We performed MRI, which is the most effective tool for making a diagnosis (3), in the early days of admission, as the patient had symptoms and potential risk factors for acquiring pyogenic spondylitis. Risk factors for pyogenic spondylitis have been reported to be diabetes mellitus, long-term steroid use, immunocompromised hosts, chronic renal failure and sepsis (3). In the present case, immunosuppressive therapy (adalimumab and azathioprine) for Crohn's disease was thought to be a factor in the development of pyogenic spondylitis. In fact, there are some case reports of pyogenic spondylitis in patients treated with immunosuppressive agents, such as azathioprine (8) or infliximab (9). Parenteral nutrition via a CV catheter may also pose a risk for acquiring pyogenic spondylitis, as described in a recent study showing CRBSI to be one of the most frequent complications in patients with Crohn's disease on home parenteral nutrition (10).

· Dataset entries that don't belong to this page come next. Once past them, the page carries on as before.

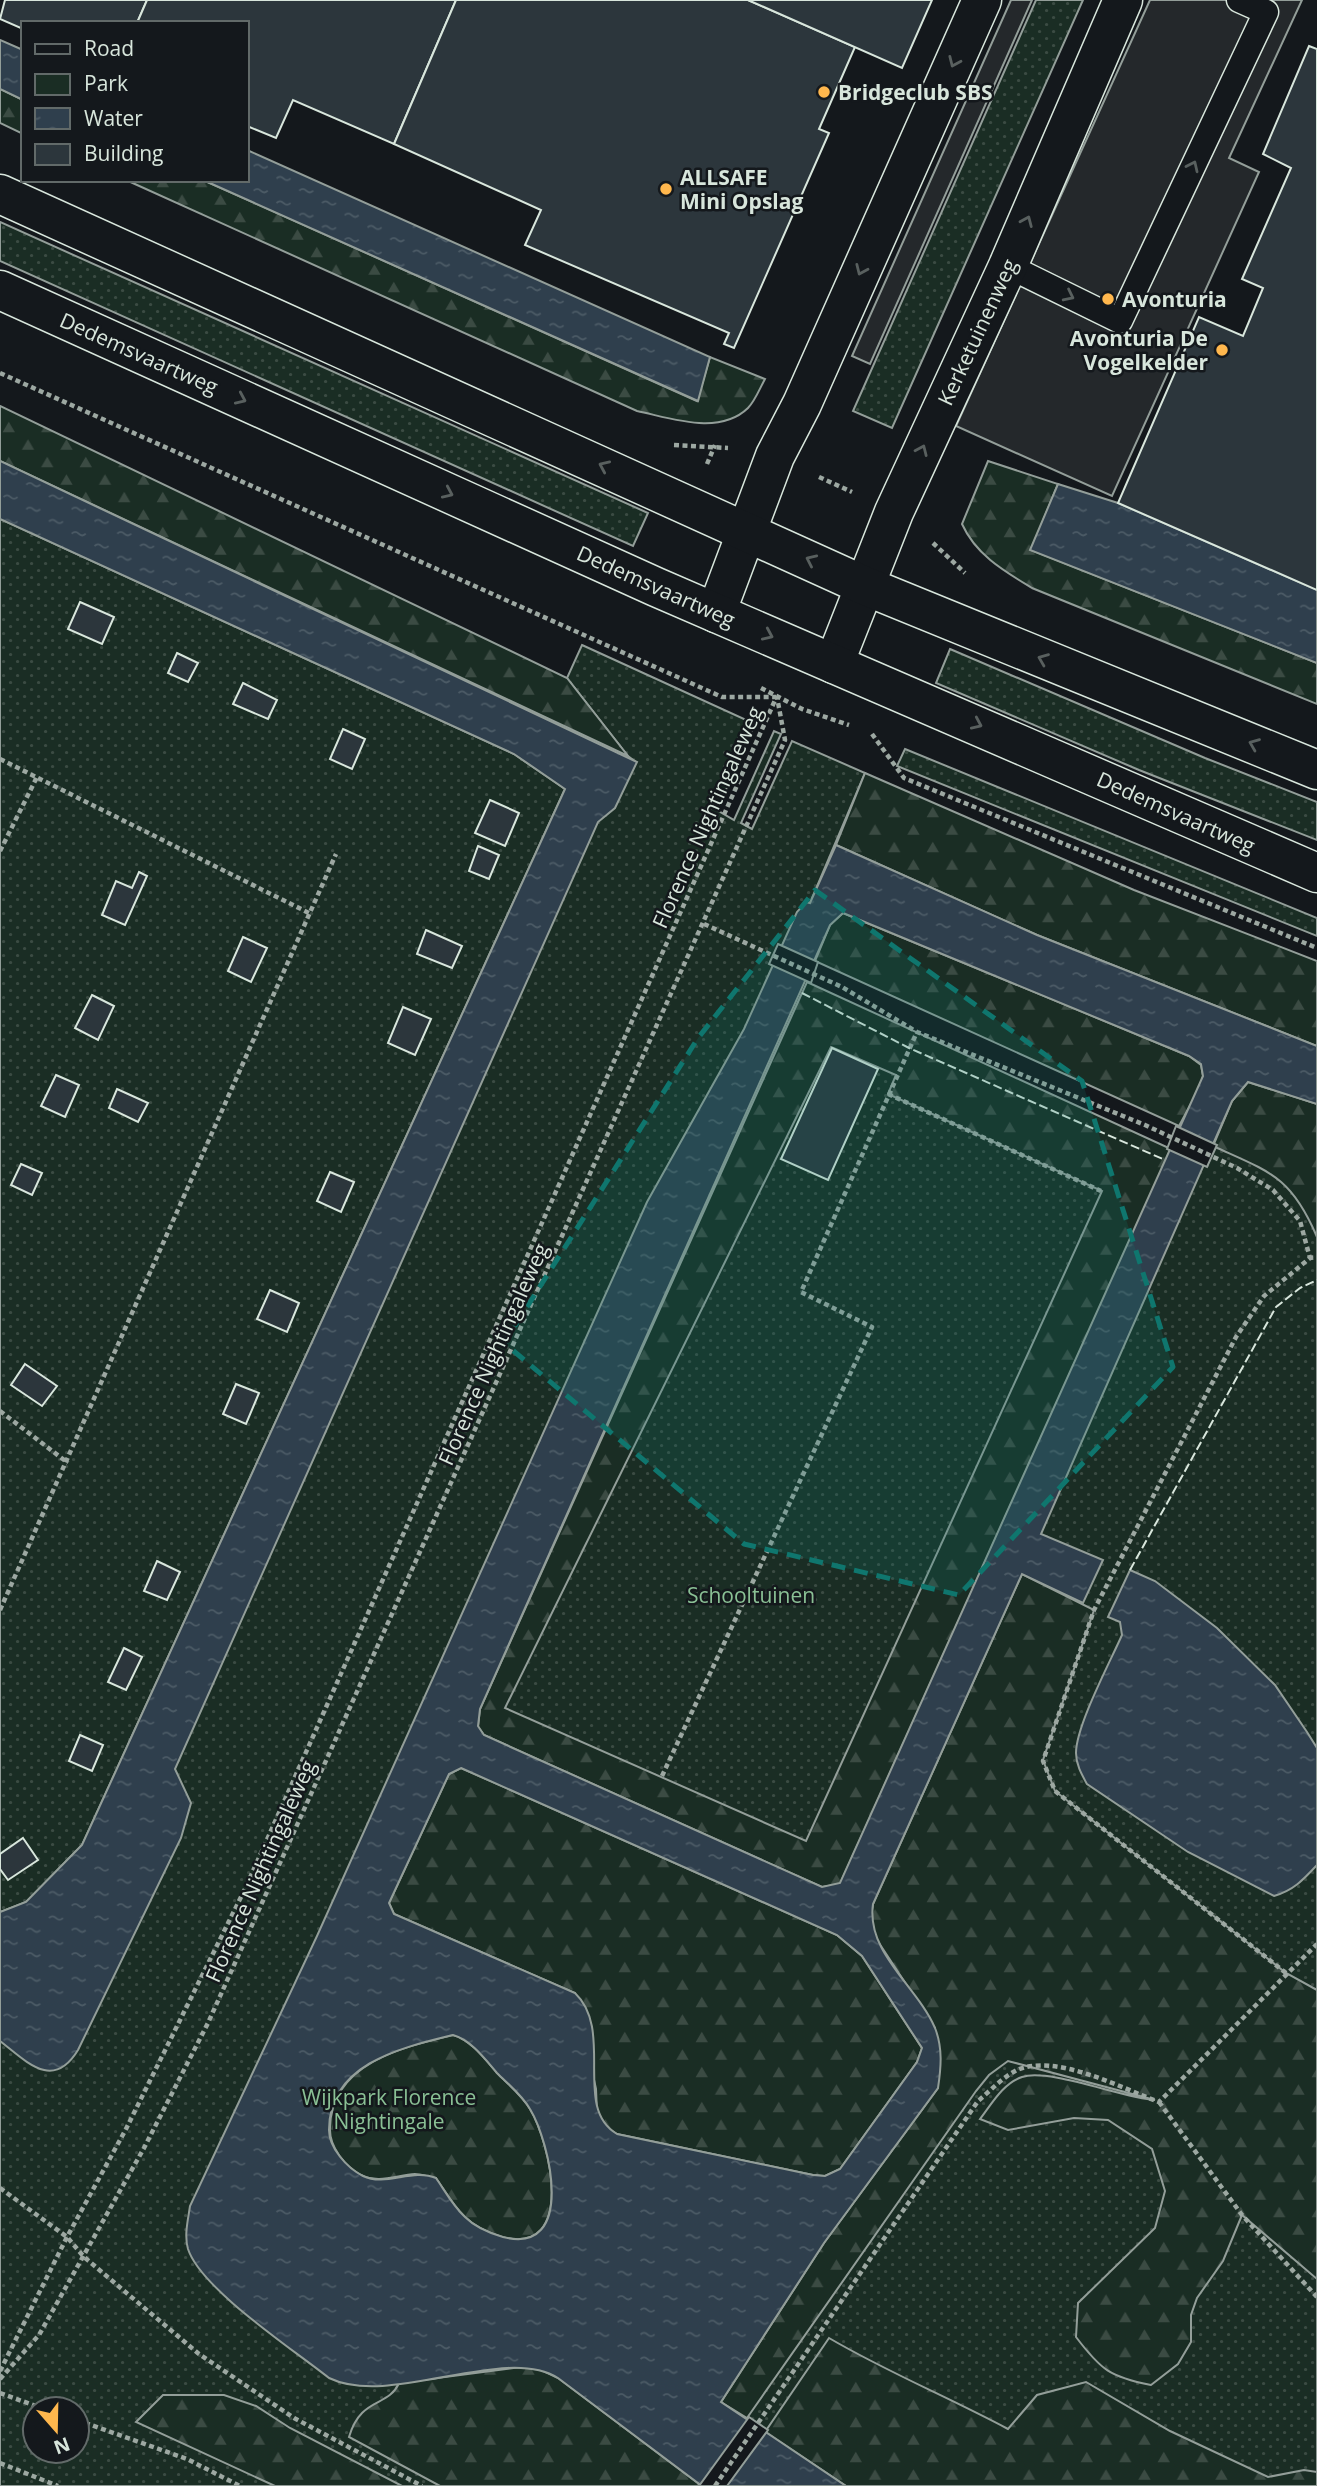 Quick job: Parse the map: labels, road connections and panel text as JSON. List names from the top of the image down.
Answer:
{
  "streets": {
    "main road": ["Kerketuinenweg", "Dedemsvaartweg"],
    "path": ["Florence Nightingaleweg"]
  },
  "crossings": [
    ["Kerketuinenweg", "Dedemsvaartweg"]
  ],
  "parks": ["Schooltuinen", "Wijkpark Florence Nightingale"],
  "places": [
    "Bridgeclub SBS",
    "ALLSAFE Mini Opslag",
    "Avonturia",
    "Avonturia De Vogelkelder"
  ],
  "legend": [
    "Road",
    "Park",
    "Water",
    "Building"
  ],
  "north": "bottom"
} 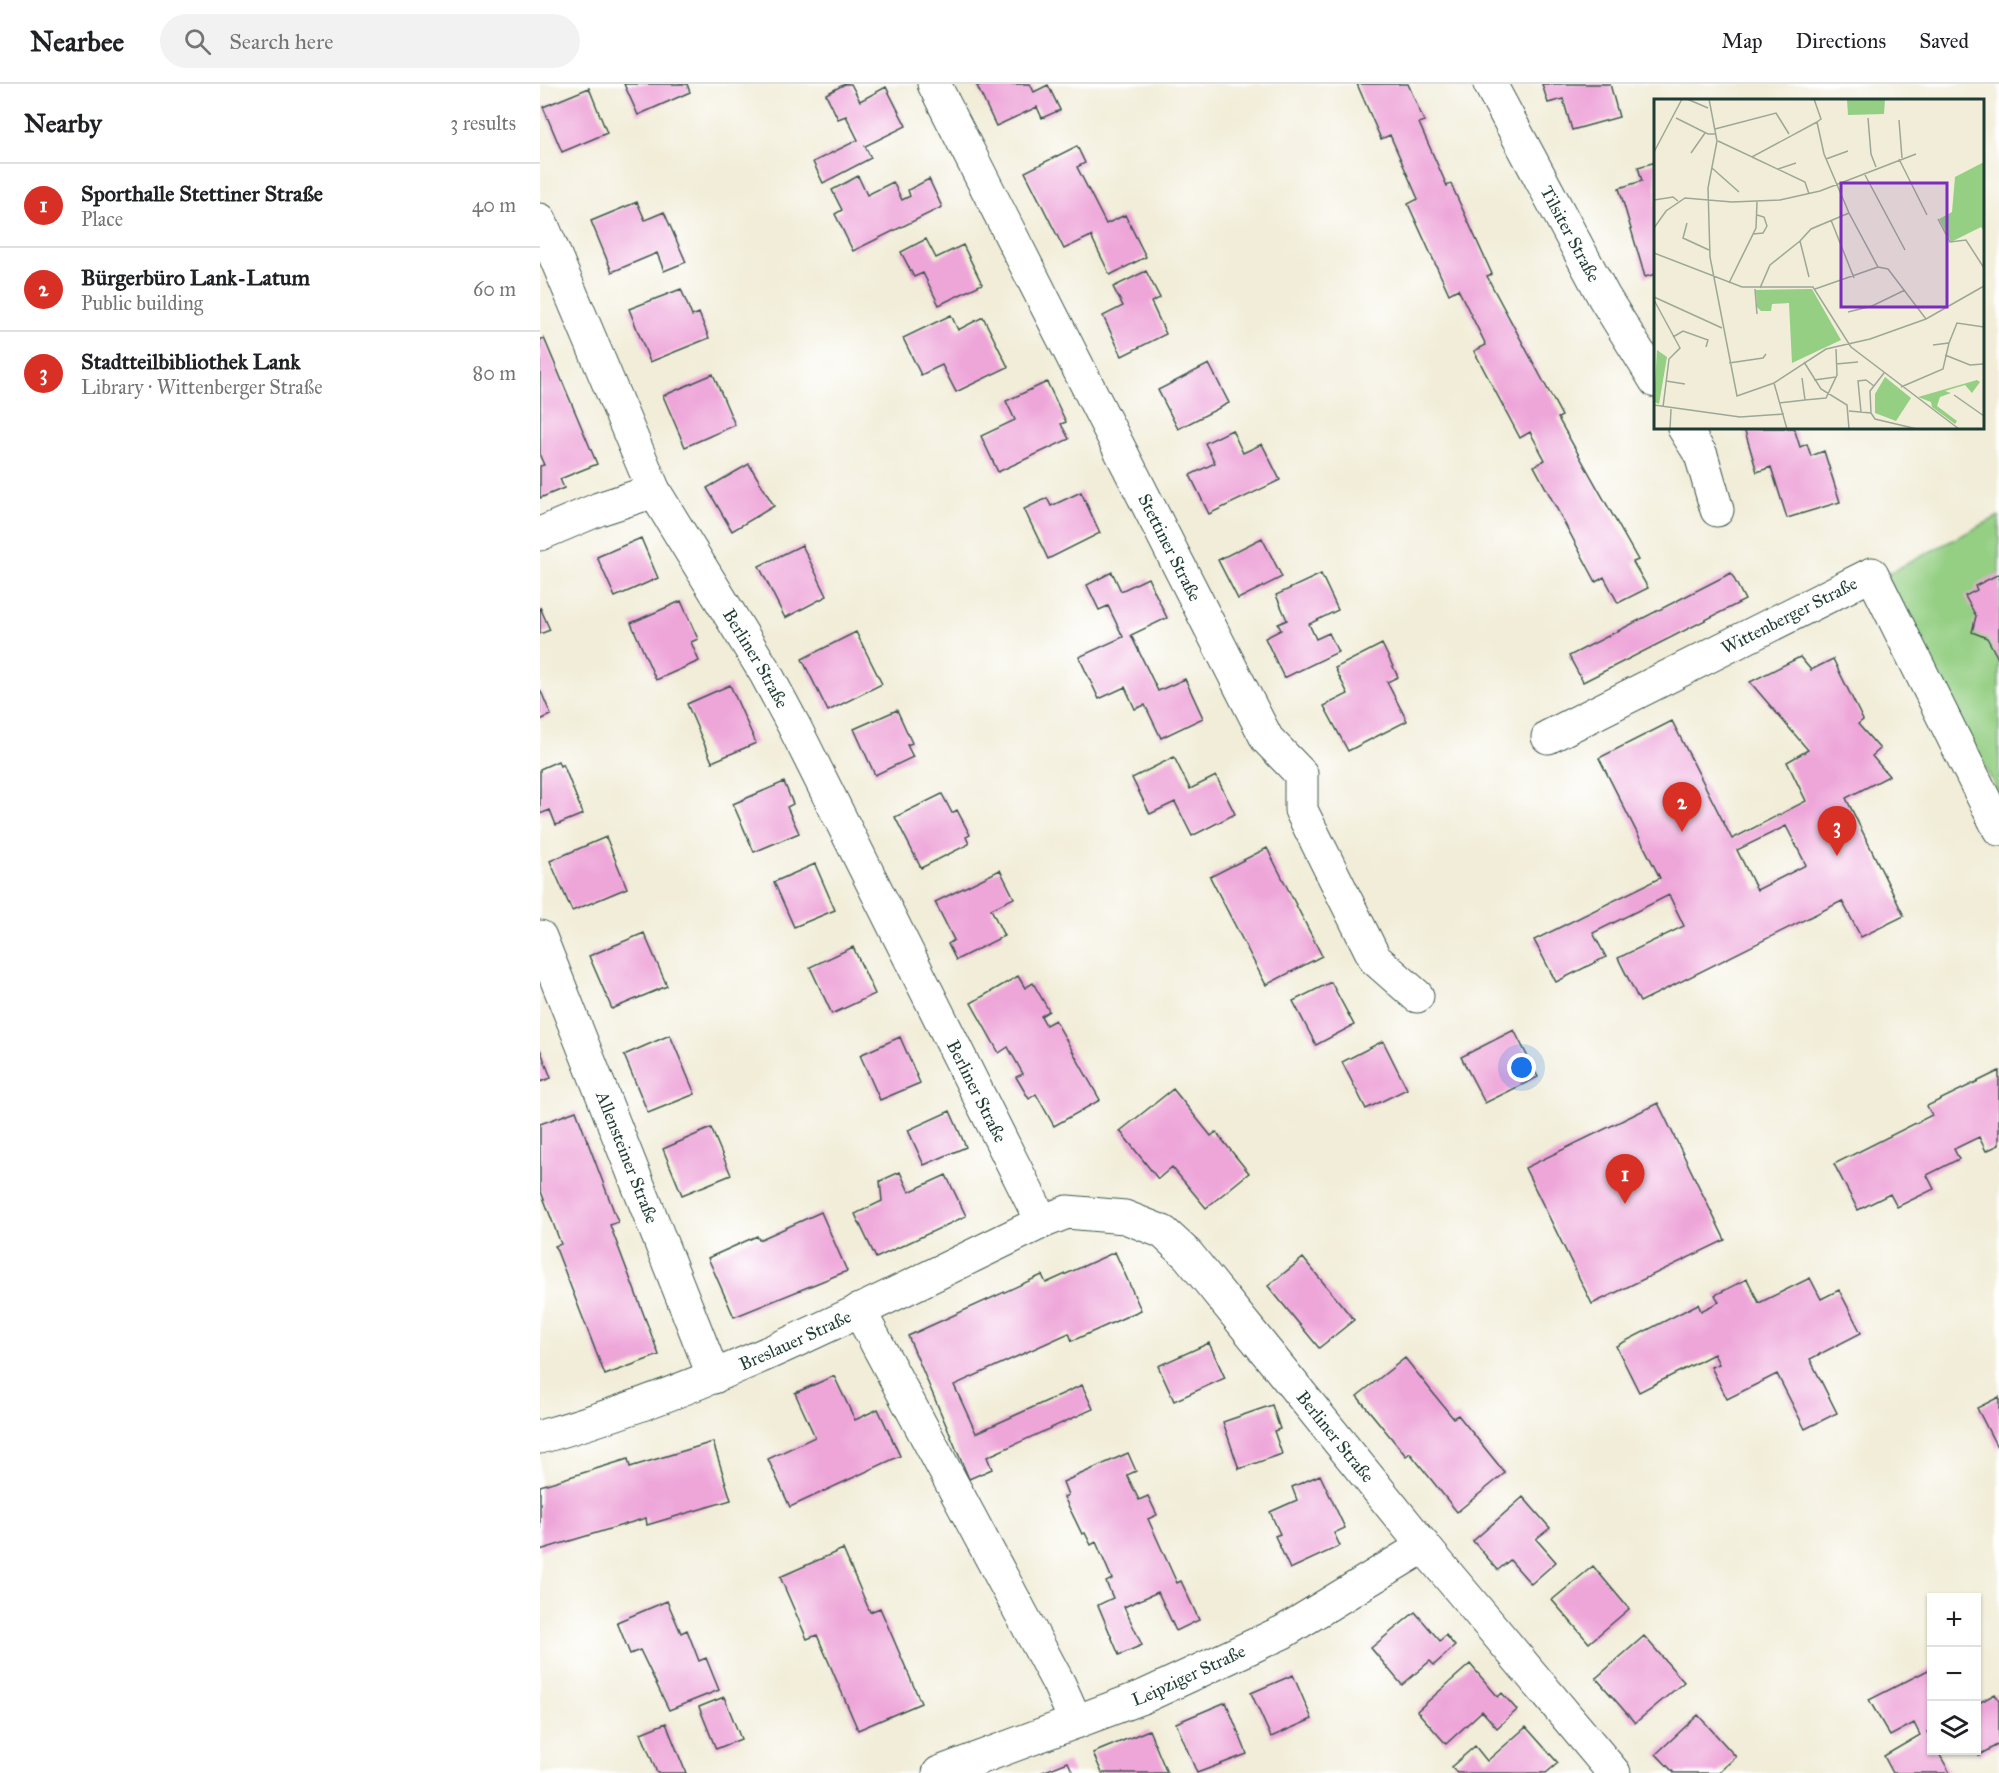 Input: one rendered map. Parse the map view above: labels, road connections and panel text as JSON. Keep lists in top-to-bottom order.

Although pyogenic spondylitis can be caused by Streptococci, Enterococci, Escherichia coli and Pseudomonas species, Staphylococcus aureus is reportedly the most common microorganism known to cause the infection (3). In the present case, S. schleiferi caused CRBSI, subsequently leading to pyogenic spondylitis. Although S. schleiferi is known to cause skin and ear infection in dogs, S. schleiferi subsp. schleiferi, which was first reported in 1988 (4) and is tube coagulase- and urease-negative, has been reported to cause wound infection (11), urinary tract infection (12), endocarditis (13), meningitis (14) and pacemaker infection (15) in humans. As reported by a study, S. schleiferi subsp. schleiferi is frequently associated with wound infections in immunocompromised patients with malignancies (16). In contrast, S. schleiferi subsp. coagulans, which was first reported in 1990 (17), is tube coagulase- and urease-positive and rarely causes infection in humans. There is only one case report of pyogenic spondylitis caused by S. schleiferi subsp. coagulans, which was considered to have been transmitted from a dog with a chronic ear infection to the patient, who was a 60-year-old immunocompetent woman (7). Although we did not describe the subspecies in the case report, we suspect that the subspecies in our patient was S. schleiferi subsp. schleiferi, as the microorganism isolated was found to be coagulase-negative.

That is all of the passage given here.